Assignment: Every line containing "Kussmaul" should be identified and copied from the data below.
┏━━
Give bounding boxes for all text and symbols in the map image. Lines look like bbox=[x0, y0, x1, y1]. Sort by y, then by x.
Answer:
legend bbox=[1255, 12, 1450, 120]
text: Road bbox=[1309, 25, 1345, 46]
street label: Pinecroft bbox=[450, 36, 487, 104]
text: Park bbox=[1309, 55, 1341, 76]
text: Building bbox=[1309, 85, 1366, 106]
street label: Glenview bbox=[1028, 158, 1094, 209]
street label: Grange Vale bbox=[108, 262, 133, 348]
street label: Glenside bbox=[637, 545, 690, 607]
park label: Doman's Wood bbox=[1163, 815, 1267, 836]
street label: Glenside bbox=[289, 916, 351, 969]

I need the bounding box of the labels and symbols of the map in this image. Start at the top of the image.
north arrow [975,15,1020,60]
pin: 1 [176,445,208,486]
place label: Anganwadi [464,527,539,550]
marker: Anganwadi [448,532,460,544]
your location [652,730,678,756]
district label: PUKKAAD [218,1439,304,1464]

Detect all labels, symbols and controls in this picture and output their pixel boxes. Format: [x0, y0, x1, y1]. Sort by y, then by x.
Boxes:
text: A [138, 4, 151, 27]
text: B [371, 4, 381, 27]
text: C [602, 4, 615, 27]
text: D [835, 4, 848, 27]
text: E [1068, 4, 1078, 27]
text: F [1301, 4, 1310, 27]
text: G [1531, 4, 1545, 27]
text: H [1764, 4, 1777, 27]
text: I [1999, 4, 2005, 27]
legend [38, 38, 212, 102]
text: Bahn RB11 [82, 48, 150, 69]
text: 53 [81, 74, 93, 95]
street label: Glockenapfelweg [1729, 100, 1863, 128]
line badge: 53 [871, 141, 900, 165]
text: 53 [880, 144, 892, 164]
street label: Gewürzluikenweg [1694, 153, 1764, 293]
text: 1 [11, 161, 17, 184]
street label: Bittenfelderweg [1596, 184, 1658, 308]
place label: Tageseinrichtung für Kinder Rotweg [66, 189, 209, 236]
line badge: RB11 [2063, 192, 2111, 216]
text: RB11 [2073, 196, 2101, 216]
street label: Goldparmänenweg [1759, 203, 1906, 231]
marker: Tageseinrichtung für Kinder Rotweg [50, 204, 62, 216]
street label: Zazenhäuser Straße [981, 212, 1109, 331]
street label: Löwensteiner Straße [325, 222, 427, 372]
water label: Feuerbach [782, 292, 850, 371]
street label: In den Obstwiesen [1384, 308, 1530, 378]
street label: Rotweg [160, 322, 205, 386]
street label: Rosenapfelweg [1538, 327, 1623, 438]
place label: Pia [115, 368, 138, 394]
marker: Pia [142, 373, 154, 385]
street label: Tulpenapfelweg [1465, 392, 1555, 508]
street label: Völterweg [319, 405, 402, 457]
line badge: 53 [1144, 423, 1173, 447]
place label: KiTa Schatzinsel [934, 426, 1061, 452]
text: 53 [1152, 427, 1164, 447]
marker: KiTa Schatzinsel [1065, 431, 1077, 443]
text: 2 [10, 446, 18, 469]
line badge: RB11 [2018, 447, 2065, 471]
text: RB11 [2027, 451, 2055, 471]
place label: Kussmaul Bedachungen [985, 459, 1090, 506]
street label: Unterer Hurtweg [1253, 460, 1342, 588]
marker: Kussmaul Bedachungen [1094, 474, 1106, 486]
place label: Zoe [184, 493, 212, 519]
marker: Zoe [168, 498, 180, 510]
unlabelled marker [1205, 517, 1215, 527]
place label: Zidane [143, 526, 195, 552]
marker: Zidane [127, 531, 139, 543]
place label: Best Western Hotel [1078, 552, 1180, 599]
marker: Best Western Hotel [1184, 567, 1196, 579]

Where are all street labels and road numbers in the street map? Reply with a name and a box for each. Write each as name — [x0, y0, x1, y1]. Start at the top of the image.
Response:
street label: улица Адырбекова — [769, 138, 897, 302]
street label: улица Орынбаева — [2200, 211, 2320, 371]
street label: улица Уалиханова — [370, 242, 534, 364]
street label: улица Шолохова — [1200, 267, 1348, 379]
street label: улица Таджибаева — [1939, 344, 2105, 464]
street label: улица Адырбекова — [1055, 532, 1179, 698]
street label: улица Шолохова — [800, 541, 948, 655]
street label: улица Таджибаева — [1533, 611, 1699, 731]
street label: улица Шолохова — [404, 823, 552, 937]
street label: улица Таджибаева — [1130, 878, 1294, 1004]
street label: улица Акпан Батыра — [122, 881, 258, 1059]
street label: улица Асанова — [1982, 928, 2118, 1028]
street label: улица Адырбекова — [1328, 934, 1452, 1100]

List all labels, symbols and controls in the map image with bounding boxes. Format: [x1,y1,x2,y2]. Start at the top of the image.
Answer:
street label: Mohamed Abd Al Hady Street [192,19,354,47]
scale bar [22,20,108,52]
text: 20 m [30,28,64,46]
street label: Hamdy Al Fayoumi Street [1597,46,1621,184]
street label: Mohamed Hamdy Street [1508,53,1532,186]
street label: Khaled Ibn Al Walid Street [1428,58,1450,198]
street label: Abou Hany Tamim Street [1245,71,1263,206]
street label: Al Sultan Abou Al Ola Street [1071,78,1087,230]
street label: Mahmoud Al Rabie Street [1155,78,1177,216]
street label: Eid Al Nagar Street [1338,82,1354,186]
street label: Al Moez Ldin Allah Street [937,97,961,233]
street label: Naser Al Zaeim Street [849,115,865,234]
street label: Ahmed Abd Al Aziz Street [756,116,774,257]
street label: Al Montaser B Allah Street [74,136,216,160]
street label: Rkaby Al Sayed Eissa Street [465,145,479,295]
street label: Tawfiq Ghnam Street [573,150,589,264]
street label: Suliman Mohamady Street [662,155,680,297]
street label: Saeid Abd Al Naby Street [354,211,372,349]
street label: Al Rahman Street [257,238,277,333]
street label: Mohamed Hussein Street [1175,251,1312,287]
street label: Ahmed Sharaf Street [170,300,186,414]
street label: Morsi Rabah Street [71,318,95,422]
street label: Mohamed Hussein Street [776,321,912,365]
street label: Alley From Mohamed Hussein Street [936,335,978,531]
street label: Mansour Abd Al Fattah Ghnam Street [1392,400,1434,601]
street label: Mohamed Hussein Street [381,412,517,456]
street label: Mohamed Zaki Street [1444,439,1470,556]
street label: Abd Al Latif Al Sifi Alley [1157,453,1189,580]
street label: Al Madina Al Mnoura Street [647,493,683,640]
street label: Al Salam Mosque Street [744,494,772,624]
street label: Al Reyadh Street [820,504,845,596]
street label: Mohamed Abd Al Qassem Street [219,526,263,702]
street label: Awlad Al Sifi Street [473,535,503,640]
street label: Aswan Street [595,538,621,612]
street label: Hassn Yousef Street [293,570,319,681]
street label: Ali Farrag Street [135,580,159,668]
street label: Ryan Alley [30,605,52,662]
┗━━
Exercise output:
place label: Kussmaul Bedachungen [985, 459, 1090, 506]
marker: Kussmaul Bedachungen [1094, 474, 1106, 486]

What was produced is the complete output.